Братские общества и клубы являлись не только центрами пропагандистской деятельности, постепенно они все более обретали значение организующего начала народного движения. Те члены или даже лидеры общества, которые хотели ограничиться политико-просветительской работой, оказывались вне их рядов. Так, К. Дансар в марте 1791 г. был вынужден покинуть общество, им самим созданное. Избавлялись демократические организации и от людей, в том числе неимущих, которые за деньги, в силу прочно укоренившихся иллюзий или просто мечтая о возвращении любой ценой общественного спокойствия, поддерживали Лафайета и других «умеренных». Проводя большую чистку своих рядов в декабре 1790 г., Общество победителей Бастилии прямо объявило, что чистка направлена против тайных агентов Лафайета.

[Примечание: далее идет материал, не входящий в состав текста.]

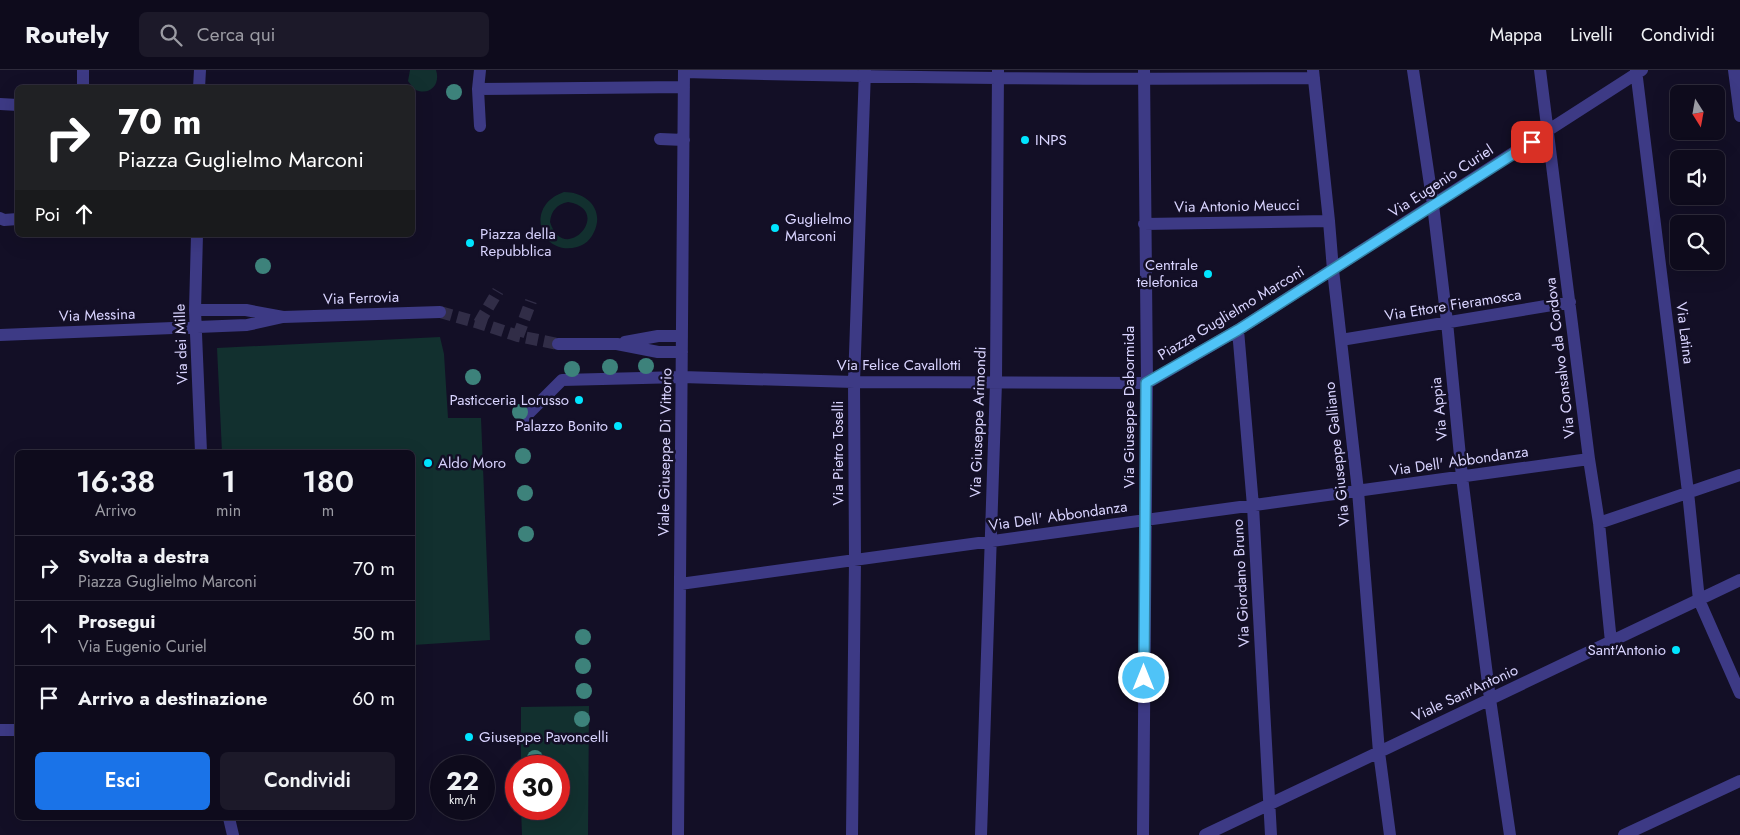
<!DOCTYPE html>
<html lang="it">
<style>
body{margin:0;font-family:Jost,sans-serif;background:#1c1929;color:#f1f3f6;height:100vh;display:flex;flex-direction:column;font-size:19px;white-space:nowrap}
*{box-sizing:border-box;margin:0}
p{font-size:16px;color:#9b9ba3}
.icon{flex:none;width:28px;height:28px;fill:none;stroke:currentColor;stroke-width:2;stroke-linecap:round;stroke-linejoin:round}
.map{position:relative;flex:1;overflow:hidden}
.panel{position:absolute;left:15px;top:380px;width:400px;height:370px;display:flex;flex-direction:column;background:#0e0b1c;border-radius:8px;box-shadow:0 5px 20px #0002,0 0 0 1px #2e2b3b}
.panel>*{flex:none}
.hud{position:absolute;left:15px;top:15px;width:400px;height:152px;border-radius:8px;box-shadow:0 5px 20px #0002,0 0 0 1px #2e2b3b;background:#202124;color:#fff;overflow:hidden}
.needle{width:32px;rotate:169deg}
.tools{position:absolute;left:1670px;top:15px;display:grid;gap:10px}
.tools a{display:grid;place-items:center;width:55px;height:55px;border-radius:8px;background:#0e0b1c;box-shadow:0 5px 20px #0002,0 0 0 1px #2e2b3b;font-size:25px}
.speed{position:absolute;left:430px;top:685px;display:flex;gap:10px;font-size:25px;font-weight:700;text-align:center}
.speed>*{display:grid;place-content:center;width:65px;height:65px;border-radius:50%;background:#0e0b1c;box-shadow:0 5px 20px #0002,0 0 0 1px #2e2b3b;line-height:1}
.speed small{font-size:12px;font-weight:400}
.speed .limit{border:8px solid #d22;background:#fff;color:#111}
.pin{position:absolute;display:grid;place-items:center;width:42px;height:42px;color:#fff;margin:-21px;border-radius:10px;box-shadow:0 2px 8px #0006}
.me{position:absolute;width:55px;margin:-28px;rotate:0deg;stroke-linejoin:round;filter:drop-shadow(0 0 4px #0008)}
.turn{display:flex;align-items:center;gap:18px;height:105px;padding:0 20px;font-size:22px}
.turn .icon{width:65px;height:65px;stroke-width:2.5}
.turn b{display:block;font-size:35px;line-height:42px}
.then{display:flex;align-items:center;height:48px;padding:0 20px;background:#0003;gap:10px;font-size:19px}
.eta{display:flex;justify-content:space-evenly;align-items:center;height:85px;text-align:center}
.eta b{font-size:30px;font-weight:600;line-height:35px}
.cta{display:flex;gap:10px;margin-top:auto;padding:10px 20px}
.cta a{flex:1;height:58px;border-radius:8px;background:#1a73e8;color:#fff;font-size:20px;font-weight:600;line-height:58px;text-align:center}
.cta a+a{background:#1c1929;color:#f1f3f6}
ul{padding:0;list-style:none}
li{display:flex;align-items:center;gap:15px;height:65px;padding:0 20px;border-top:1px solid #2e2b3b}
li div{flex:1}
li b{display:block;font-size:19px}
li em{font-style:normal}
header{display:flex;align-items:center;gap:30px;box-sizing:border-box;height:70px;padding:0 25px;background:#0e0b1c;border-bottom:1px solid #2e2b3b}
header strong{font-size:24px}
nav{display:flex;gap:28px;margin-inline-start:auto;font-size:18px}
.search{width:350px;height:45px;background:#1c1929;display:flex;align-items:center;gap:12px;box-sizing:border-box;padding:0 18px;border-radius:8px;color:#9b9ba3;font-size:19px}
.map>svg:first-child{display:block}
.green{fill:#12302f;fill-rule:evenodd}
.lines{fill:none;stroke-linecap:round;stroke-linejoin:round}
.minor-tunnel{stroke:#312d47;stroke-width:12;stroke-dasharray:12 6;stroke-linecap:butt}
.minor{stroke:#3d3a85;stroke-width:12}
.tree{fill:#3d827b}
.route-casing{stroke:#337fa1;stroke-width:12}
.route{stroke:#4fc3f7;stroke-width:9}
.poi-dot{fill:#00e5ff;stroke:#130f26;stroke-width:2}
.labels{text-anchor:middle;stroke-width:5;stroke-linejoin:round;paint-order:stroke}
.poi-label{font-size:15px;fill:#d9d4ff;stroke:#130f26;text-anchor:start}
.street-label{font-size:15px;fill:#d9d4ff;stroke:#130f26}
</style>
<header>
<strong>Routely</strong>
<div class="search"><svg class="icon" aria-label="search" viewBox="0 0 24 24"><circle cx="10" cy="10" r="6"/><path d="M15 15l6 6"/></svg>Cerca qui</div>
<nav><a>Mappa</a><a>Livelli</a><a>Condividi</a></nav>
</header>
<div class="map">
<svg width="1740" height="765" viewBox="0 0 1740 765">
<rect width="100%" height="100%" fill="#130f26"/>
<path class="green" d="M410,0H436C441,15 429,27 414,19L408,11Z
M564,122C586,122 605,139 594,162C591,169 585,175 577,177C541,187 523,136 564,122ZM568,132C615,140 564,197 550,152C551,141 557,134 568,132Z
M440,267L444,284L448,348H481L490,570L413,575L412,382H222L217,278Z
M589,636L588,765H522L521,739H559V696H521V637Z"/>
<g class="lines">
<path class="minor-tunnel" d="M440,242L479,253L518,266L558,274
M479,253L498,221
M518,266L531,231"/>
<path class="minor" d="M1313,0L1329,151L1333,200L1358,421L1379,682L1390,765
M1413,0L1433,135L1447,252L1462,407L1490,629L1510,765
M1540,0L1589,389L1599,453L1611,572
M1636,0L1688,422L1699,530L1740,623
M1734,0L1740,46
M684,2C894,8 1104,10 1314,8
M83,18V0
M199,18L200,0
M478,19L684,17
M0,34L18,35
M480,56L478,19L480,0
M660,69L684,70
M0,148L4,150L18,149
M1144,154L1329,151
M197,165L195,240L201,382
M195,240H246L283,247L440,242
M1238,260L1253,436L1271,765
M0,265L247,255L283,247
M1341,270L1570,232
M625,272L658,266H682
M558,274H617L658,282H682
M525,347L562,310L682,307L854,312L1147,313L1238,260L1642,0
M1599,453L1740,405
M680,514L1589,389
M0,660H18
M229,748L233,765
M678,765L684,0
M852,765L855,490L854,312L865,0
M981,765L996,312L998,0
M1143,765L1147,313L1144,0
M1205,765L1740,510
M1624,765L1740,711"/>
</g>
<g class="tree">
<circle cx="454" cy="22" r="8"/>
<circle cx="263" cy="196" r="8"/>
<circle cx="646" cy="296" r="8"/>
<circle cx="610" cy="297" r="8"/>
<circle cx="572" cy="299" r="8"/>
<circle cx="473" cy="307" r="8"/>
<circle cx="520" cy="342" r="8"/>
<circle cx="523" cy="386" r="8"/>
<circle cx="525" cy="423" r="8"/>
<circle cx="526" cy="464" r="8"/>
<circle cx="583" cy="567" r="8"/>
<circle cx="583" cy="596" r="8"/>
<circle cx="584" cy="621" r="8"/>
<circle cx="582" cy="649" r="8"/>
<circle cx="535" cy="688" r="8"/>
</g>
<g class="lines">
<g class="route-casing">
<path id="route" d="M1144,608L1146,313L1238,260L1532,72"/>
</g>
<use href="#route" class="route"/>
</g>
<g class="poi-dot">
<circle cx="1025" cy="70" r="5"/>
<circle cx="775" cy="158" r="5"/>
<circle cx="470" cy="173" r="5"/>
<circle cx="1208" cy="204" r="5"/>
<circle cx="579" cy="330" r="5"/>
<circle cx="618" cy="356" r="5"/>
<circle cx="428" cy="393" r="5"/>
<circle cx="1676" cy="580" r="5"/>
<circle cx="469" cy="667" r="5"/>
</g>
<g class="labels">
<g class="poi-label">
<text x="1035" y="75">INPS</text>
<text x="785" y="154">Guglielmo<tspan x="785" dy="17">Marconi</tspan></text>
<text x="480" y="169">Piazza della<tspan x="480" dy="17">Repubblica</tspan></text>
<text x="1198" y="200" text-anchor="end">Centrale<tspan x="1198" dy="17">telefonica</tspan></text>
<text x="569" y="335" text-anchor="end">Pasticceria Lorusso</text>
<text x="608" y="361" text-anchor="end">Palazzo Bonito</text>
<text x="438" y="398">Aldo Moro</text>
<text x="1666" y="585" text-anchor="end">Sant'Antonio</text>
<text x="479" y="672">Giuseppe Pavoncelli</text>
</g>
<g class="street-label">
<text transform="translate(1441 111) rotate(-33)" y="5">Via Eugenio Curiel</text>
<text transform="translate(1237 136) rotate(-1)" y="5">Via Antonio Meucci</text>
<text transform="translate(361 228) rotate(-2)" y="5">Via Ferrovia</text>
<text transform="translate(1453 235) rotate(-9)" y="5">Via Ettore Fieramosca</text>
<text transform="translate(1231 243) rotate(-31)" y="5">Piazza Guglielmo Marconi</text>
<text transform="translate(97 245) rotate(-2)" y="5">Via Messina</text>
<text transform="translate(1685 263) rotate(83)" y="5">Via Latina</text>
<text transform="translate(181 274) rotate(-92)" y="5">Via dei Mille</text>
<text transform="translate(1560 288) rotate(-97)" y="5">Via Consalvo da Cordova</text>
<text x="899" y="300">Via Felice Cavallotti</text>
<text transform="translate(1129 337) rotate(-90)" y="5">Via Giuseppe Dabormida</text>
<text transform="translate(1439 339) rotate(-96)" y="5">Via Appia</text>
<text transform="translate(978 352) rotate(-88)" y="5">Via Giuseppe Arimondi</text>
<text transform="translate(665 382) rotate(-89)" y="5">Viale Giuseppe Di Vittorio</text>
<text transform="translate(838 383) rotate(-90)" y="5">Via Pietro Toselli</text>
<text transform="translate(1337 384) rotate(-96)" y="5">Via Giuseppe Galliano</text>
<text transform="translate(1459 391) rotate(-8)" y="5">Via Dell' Abbondanza</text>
<text transform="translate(1058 446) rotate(-8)" y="5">Via Dell' Abbondanza</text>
<text transform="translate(1241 513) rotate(-93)" y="5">Via Giordano Bruno</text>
<text transform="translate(1465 623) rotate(-25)" y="5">Viale Sant'Antonio</text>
</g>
</g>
</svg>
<div class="tools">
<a><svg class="needle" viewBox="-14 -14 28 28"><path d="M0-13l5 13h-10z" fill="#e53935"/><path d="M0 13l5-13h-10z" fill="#9b9ba3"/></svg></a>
<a><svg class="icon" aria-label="sound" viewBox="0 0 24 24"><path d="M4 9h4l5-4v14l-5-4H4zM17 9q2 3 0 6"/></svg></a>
<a><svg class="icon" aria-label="search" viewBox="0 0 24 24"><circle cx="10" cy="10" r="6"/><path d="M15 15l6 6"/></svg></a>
</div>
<div class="speed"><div>22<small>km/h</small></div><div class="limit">30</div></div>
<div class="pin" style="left:1532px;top:72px;background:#d93025"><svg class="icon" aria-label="arrive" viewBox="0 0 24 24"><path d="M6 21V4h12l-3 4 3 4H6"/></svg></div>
<svg class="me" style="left:1144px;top:608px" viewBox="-20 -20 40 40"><circle r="17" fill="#4fc3f7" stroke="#fff" stroke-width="3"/><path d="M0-11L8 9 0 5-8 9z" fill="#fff"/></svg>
<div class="hud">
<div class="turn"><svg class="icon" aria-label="right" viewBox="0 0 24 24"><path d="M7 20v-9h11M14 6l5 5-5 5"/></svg><div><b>70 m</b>Piazza Guglielmo Marconi</div></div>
<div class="then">Poi<svg class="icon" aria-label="ahead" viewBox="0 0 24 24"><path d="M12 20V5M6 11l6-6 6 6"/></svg></div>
</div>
<section class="panel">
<div class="eta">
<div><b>16:38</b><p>Arrivo</p></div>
<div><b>1</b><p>min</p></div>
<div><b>180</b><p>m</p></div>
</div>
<ul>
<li><svg class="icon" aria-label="right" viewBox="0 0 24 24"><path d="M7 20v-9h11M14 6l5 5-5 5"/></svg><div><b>Svolta a destra</b><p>Piazza Guglielmo Marconi</p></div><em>70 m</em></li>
<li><svg class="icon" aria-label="ahead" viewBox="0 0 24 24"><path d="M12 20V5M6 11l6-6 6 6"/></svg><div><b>Prosegui</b><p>Via Eugenio Curiel</p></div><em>50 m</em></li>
<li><svg class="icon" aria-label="arrive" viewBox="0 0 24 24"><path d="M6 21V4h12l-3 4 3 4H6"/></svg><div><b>Arrivo a destinazione</b></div><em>60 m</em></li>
</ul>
<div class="cta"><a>Esci</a><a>Condividi</a></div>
</section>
</div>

В мае 1791 г. под председательством редактора газеты «Меркюр насьональ» республиканца Франсуа Робера был создан Центральный комитет народных обществ. В середине июня ЦК обратился к Национальному собранию с адресом, в котором выразил требование отменить деление граждан на «активных» и «пассивных»; адрес подписали председатели 13 братских обществ.

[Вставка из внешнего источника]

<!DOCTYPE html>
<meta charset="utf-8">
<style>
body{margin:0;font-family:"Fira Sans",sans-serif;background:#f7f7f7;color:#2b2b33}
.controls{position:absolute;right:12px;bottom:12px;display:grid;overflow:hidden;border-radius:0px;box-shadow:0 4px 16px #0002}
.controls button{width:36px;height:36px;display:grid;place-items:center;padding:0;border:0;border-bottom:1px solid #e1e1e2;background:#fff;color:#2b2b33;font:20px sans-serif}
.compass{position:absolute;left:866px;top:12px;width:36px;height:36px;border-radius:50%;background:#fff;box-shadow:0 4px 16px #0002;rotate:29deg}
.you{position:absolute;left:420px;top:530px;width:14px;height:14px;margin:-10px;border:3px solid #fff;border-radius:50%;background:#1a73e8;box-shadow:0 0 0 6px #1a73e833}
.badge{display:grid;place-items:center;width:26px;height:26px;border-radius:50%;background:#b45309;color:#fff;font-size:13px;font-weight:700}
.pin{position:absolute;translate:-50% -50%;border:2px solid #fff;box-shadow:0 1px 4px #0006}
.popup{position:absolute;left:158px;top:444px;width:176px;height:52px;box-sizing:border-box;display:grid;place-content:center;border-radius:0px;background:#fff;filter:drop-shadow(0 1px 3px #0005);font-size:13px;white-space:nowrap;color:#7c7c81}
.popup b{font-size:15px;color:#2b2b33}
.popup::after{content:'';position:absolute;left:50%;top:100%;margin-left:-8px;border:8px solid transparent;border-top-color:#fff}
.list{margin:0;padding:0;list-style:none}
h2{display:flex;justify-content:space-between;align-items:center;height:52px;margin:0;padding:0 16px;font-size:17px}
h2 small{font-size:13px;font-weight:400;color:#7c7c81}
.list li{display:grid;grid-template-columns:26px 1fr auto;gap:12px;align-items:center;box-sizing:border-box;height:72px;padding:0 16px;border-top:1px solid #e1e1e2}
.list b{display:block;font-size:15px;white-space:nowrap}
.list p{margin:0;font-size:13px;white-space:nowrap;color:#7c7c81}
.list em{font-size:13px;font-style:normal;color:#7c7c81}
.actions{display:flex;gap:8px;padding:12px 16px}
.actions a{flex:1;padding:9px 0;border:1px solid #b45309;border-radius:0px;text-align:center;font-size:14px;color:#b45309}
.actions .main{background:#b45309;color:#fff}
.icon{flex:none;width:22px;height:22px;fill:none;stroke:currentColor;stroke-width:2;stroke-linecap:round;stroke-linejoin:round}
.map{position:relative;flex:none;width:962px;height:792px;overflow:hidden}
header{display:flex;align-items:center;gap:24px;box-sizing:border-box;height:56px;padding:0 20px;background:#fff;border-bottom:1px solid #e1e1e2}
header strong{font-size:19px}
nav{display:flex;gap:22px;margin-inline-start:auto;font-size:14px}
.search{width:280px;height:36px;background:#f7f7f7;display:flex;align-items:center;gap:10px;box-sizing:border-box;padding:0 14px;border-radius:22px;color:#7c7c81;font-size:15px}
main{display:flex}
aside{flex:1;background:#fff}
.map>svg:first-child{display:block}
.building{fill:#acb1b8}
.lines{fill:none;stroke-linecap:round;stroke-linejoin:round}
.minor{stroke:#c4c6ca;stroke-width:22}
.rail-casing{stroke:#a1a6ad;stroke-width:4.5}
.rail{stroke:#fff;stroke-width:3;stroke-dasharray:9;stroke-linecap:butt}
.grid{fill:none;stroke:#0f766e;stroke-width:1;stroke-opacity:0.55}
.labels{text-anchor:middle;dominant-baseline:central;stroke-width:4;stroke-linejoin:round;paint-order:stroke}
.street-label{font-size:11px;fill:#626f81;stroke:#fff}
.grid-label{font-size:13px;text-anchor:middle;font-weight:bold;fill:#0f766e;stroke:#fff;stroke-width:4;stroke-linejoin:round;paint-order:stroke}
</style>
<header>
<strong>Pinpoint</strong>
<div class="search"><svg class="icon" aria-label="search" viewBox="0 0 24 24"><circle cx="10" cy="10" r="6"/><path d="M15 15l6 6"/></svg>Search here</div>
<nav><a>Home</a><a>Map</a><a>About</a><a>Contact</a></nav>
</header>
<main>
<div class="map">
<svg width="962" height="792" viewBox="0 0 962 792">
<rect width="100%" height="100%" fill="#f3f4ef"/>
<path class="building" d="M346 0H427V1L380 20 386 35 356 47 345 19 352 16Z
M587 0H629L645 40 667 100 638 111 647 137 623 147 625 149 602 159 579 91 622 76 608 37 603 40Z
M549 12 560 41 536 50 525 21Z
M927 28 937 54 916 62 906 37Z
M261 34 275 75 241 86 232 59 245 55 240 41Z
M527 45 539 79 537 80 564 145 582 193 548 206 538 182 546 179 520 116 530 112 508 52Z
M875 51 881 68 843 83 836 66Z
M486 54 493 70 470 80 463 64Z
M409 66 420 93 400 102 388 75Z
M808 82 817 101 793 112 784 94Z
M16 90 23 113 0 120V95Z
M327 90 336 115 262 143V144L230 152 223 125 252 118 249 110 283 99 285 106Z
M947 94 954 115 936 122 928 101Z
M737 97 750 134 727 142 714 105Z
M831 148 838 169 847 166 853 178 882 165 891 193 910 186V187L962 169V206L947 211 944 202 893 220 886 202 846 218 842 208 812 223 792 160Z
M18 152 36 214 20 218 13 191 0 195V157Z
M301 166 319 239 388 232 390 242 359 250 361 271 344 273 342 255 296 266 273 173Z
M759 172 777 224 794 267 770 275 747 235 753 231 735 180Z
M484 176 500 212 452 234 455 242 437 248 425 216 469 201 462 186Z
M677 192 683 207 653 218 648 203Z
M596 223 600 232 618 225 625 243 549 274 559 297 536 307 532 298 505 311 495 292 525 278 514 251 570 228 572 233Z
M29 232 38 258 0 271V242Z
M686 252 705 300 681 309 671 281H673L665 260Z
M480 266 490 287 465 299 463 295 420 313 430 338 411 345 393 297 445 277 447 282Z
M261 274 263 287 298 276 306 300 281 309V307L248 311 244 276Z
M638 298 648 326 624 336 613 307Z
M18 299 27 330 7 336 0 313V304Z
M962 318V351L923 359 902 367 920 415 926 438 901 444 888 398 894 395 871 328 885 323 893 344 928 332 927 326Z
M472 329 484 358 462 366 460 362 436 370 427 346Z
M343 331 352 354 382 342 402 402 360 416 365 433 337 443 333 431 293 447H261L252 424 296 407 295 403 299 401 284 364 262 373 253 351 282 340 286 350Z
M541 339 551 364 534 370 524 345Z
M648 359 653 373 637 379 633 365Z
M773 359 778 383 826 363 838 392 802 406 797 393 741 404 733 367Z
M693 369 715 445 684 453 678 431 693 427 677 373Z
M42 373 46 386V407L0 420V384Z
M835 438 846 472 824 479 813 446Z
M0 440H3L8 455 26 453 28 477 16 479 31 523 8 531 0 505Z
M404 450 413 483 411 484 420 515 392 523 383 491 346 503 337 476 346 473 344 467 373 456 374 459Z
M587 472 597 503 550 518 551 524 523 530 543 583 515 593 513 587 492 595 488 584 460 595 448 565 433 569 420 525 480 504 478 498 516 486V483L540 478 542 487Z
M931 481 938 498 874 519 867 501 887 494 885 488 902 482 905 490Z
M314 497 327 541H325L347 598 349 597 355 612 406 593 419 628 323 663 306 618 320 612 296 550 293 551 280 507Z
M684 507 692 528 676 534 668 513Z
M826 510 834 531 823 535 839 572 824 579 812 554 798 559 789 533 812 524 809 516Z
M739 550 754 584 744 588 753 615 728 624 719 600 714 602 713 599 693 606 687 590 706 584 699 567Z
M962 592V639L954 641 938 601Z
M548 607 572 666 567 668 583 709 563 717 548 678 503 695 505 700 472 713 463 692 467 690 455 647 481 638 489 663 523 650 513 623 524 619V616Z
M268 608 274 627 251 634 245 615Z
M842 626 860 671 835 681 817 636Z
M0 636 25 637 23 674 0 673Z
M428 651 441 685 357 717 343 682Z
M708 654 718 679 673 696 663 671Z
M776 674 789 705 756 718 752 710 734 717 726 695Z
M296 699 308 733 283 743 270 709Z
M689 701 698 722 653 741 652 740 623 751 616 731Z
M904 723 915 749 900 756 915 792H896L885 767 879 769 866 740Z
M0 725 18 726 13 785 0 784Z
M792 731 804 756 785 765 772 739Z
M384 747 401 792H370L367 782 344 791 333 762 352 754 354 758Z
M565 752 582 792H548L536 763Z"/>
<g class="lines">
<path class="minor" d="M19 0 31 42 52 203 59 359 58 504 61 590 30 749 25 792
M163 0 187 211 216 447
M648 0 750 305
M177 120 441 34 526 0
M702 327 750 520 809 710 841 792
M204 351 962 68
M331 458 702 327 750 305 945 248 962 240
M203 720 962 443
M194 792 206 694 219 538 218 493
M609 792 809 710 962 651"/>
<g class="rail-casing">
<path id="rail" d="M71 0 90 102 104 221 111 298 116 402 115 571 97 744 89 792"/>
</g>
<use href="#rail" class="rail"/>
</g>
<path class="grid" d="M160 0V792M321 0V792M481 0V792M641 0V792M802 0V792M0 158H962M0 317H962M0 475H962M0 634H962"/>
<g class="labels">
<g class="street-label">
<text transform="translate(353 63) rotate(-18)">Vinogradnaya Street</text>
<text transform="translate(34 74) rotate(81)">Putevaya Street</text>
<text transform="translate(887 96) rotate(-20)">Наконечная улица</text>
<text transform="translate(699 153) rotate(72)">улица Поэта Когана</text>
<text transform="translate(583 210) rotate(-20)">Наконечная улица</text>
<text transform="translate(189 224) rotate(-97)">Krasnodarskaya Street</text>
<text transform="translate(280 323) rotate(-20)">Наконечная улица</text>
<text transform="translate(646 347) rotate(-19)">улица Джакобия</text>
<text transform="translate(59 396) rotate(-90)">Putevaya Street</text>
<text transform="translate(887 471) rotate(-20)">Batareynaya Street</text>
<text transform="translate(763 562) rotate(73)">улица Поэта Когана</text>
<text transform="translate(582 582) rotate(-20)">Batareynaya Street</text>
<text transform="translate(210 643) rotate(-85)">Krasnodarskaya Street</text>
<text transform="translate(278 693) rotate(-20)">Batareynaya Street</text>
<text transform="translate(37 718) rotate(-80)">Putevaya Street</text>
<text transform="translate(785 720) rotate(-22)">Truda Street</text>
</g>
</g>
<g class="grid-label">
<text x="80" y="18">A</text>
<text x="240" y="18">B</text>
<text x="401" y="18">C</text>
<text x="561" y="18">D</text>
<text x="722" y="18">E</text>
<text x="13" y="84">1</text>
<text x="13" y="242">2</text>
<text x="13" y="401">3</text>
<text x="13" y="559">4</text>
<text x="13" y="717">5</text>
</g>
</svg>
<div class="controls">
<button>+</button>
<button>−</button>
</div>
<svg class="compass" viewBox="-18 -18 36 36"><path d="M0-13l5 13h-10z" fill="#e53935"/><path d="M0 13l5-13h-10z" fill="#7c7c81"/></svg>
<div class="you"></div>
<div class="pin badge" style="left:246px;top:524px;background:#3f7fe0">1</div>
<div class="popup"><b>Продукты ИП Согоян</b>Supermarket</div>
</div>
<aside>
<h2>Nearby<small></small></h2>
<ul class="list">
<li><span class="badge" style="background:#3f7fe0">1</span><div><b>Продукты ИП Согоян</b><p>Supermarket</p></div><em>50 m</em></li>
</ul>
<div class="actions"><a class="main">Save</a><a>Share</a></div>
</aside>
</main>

Два принципа лежали в основе объединения людей в народных обществах: территориальный и политический. В каждое общество входили преимущественно граждане одного квартала. Все их члены придерживались приблизительно одних и тех же политических взглядов.
В ту пору политическими кумирами парижского простонародья, в том числе объединенного в братских обществах, были Мирабо, Робеспьер и Марат. Характеризуя этот политический синкретизм народных масс, Ж. Жорес писал: «В своем революционном сознании, более широком, чем все партии со всей их ненавистью, народ примирял все силы Революции: Мирабо, Робеспьера, Марата. Народные общества ставили бюст «неподкупного» Робеспьера рядом с бюстом Мирабо, обвиненного в продажности…»{169}
После событий 5–6 октября 1789 г. вплоть до февраля 1791 г. Париж не знал вспышек массового негодования.
Изменение политического сознания плебейских элементов происходило без эксцессов, мирно и «разумно». И казалось, процесс этот затрагивал лишь сравнительно небольшую часть граждан. Так, молодой H. М. Карамзин, путешествовавший в 1790 г. по Франции, писал: «Не думайте однако ж, чтобы вся нация участвовала в трагедии, которая играется ныне во Франции. Едва ли сотая часть действует, все другие смотрят, судят, спорят, плачут или смеются, бьют в ладоши или освистывают, как в театре»{170}. Казалось, быт и сознание широких масс очень мало изменились в начальный период революции. Монархические чувства французов оставались внешне неизменными, более того, Людовик XVI был даже популярен. С этим вынужден был считаться даже столь отважный человек, как Марат, не боявшийся выступать против самых различных «святых» и широко распространенных политических предрассудков. В феврале 1791 г., склоняя голову перед народным мнением, он писал о Людовике XVI: «По большому счету это именно тот король, что нам нужен. Мы должны благодарить небо за то, что оно нам его даровало»{171}.